____ Dataset excerpts

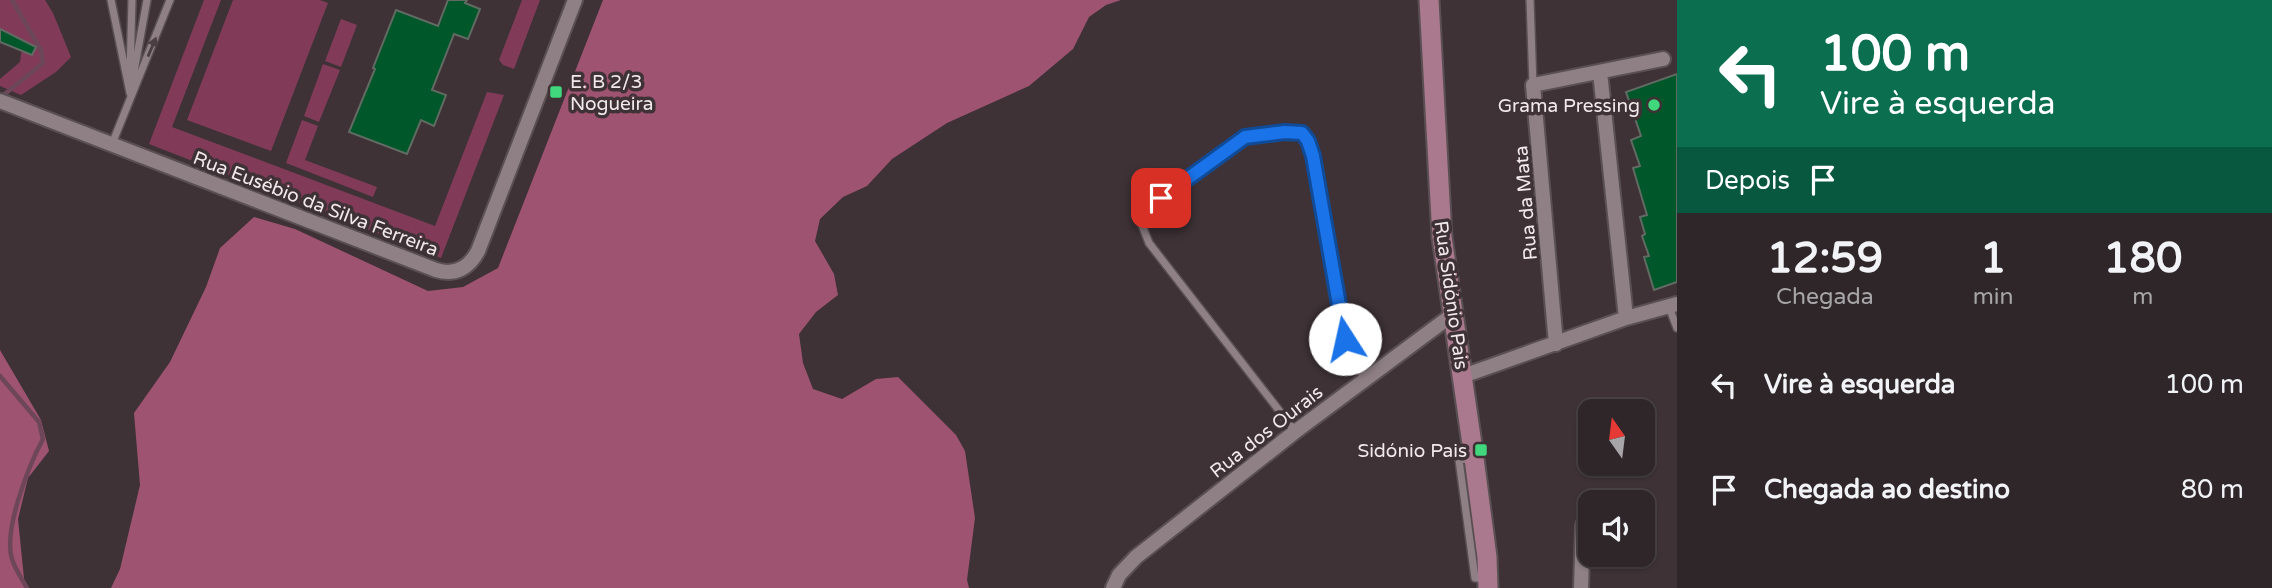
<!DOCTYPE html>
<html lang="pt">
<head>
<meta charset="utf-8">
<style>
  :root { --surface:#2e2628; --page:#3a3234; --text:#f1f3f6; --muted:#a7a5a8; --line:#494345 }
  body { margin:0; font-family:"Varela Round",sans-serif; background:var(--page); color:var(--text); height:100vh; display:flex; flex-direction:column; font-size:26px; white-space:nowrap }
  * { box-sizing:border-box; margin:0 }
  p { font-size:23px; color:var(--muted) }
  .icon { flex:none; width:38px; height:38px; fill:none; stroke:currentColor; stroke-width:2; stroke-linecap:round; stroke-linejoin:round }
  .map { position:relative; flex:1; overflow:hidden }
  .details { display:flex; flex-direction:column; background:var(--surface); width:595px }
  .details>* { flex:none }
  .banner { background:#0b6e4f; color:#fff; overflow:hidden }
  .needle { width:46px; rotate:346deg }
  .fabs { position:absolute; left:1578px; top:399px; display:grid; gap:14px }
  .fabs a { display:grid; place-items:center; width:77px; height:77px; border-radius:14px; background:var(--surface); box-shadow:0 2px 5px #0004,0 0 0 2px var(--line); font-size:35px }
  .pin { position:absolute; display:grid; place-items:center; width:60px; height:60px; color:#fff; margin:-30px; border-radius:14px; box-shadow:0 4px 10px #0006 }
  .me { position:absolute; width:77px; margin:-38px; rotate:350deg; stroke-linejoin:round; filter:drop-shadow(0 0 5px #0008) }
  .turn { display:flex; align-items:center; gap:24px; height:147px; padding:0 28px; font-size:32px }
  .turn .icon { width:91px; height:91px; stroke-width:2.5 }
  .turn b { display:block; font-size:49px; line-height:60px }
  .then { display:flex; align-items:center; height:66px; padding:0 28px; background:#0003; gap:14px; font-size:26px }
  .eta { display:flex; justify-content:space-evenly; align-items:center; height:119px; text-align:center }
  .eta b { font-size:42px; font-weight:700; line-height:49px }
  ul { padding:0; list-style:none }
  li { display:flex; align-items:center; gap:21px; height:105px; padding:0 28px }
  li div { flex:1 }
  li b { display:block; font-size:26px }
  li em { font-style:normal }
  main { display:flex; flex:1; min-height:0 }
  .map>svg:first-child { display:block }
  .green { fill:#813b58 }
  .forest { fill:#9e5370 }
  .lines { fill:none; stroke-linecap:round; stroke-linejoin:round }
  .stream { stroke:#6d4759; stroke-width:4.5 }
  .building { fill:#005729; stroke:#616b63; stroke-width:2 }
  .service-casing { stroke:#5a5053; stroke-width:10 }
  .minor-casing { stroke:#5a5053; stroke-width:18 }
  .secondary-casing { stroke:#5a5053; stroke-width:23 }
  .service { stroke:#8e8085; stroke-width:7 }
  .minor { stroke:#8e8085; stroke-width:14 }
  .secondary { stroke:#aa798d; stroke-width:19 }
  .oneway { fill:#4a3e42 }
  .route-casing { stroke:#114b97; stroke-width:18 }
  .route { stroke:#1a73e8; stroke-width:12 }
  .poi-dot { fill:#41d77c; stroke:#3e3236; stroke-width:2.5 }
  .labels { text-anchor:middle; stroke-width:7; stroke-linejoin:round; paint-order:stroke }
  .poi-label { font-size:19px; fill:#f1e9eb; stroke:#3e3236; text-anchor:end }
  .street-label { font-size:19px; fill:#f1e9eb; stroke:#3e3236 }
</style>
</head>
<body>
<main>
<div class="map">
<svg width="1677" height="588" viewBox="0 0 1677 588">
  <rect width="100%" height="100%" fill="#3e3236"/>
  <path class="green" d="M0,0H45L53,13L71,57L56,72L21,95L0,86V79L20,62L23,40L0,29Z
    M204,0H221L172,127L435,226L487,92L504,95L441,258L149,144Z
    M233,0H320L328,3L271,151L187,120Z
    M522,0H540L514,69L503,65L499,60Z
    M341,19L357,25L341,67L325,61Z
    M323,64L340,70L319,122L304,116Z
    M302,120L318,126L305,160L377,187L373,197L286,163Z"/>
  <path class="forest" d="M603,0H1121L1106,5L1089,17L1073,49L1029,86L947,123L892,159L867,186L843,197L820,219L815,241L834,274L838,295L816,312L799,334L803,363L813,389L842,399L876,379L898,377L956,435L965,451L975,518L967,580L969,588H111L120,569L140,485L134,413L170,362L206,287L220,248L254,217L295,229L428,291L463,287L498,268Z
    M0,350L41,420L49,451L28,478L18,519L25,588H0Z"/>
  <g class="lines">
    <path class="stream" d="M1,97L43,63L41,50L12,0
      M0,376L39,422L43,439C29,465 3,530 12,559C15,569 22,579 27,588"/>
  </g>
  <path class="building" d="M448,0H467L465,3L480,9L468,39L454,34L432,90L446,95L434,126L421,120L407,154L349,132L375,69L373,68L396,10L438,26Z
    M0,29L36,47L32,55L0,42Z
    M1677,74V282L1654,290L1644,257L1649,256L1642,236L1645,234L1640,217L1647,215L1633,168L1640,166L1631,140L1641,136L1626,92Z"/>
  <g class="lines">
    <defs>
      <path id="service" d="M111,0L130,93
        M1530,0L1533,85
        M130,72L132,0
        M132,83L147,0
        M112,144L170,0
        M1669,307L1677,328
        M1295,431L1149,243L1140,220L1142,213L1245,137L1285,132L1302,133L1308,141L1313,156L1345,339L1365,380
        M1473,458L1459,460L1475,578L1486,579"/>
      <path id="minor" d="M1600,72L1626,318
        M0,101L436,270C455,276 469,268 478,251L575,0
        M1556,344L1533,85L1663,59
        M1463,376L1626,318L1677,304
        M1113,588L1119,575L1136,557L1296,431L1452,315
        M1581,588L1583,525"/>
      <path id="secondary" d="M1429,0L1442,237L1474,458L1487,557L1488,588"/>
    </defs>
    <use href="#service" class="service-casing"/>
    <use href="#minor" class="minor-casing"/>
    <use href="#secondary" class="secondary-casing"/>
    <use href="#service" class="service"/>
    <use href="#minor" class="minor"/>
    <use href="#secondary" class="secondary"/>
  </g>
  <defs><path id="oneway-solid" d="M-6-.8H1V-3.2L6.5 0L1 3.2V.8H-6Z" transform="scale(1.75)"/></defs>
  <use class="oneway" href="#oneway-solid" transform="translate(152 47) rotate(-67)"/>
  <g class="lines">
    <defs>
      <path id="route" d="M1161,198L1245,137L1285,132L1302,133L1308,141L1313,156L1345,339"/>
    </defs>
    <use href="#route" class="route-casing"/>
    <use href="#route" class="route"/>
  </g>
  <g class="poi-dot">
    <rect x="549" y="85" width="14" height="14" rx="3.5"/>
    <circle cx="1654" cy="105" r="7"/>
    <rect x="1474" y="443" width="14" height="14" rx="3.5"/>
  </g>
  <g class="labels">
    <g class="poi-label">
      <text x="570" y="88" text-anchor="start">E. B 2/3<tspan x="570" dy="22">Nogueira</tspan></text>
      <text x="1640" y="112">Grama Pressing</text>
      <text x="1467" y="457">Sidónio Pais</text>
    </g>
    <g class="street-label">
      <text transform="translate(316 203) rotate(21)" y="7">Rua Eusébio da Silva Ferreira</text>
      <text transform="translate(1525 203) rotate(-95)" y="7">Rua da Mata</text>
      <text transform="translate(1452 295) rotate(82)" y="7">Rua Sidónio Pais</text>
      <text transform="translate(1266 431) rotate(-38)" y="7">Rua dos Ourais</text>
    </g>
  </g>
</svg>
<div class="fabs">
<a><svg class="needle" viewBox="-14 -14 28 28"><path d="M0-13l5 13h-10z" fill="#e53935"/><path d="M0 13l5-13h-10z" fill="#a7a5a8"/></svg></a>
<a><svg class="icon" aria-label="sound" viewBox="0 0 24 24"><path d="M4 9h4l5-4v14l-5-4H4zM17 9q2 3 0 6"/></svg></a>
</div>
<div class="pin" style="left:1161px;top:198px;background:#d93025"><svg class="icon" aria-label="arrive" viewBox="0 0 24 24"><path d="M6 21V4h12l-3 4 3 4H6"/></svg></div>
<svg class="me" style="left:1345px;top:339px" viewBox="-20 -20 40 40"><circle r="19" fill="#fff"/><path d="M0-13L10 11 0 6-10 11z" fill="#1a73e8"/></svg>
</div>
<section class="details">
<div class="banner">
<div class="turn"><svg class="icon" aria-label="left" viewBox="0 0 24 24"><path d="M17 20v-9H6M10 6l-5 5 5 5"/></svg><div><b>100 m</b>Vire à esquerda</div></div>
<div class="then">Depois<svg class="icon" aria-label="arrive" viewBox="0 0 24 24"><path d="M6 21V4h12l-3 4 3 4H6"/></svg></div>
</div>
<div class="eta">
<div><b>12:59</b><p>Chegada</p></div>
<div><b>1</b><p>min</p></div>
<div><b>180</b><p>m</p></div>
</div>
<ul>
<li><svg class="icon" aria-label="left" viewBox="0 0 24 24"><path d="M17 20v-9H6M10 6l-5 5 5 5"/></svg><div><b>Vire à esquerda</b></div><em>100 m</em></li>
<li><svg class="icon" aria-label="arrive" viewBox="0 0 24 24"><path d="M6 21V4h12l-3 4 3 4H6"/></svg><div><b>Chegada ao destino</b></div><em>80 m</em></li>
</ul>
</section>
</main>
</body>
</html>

________

Print exactly the lines running from the start of the entries above to the line with "position:absolute; display:grid; place-items:center;", both included; leave out any pictures.

<!DOCTYPE html>
<html lang="pt">
<head>
<meta charset="utf-8">
<style>
  :root { --surface:#2e2628; --page:#3a3234; --text:#f1f3f6; --muted:#a7a5a8; --line:#494345 }
  body { margin:0; font-family:"Varela Round",sans-serif; background:var(--page); color:var(--text); height:100vh; display:flex; flex-direction:column; font-size:26px; white-space:nowrap }
  * { box-sizing:border-box; margin:0 }
  p { font-size:23px; color:var(--muted) }
  .icon { flex:none; width:38px; height:38px; fill:none; stroke:currentColor; stroke-width:2; stroke-linecap:round; stroke-linejoin:round }
  .map { position:relative; flex:1; overflow:hidden }
  .details { display:flex; flex-direction:column; background:var(--surface); width:595px }
  .details>* { flex:none }
  .banner { background:#0b6e4f; color:#fff; overflow:hidden }
  .needle { width:46px; rotate:346deg }
  .fabs { position:absolute; left:1578px; top:399px; display:grid; gap:14px }
  .fabs a { display:grid; place-items:center; width:77px; height:77px; border-radius:14px; background:var(--surface); box-shadow:0 2px 5px #0004,0 0 0 2px var(--line); font-size:35px }
  .pin { position:absolute; display:grid; place-items:center; width:60px; height:60px; color:#fff; margin:-30px; border-radius:14px; box-shadow:0 4px 10px #0006 }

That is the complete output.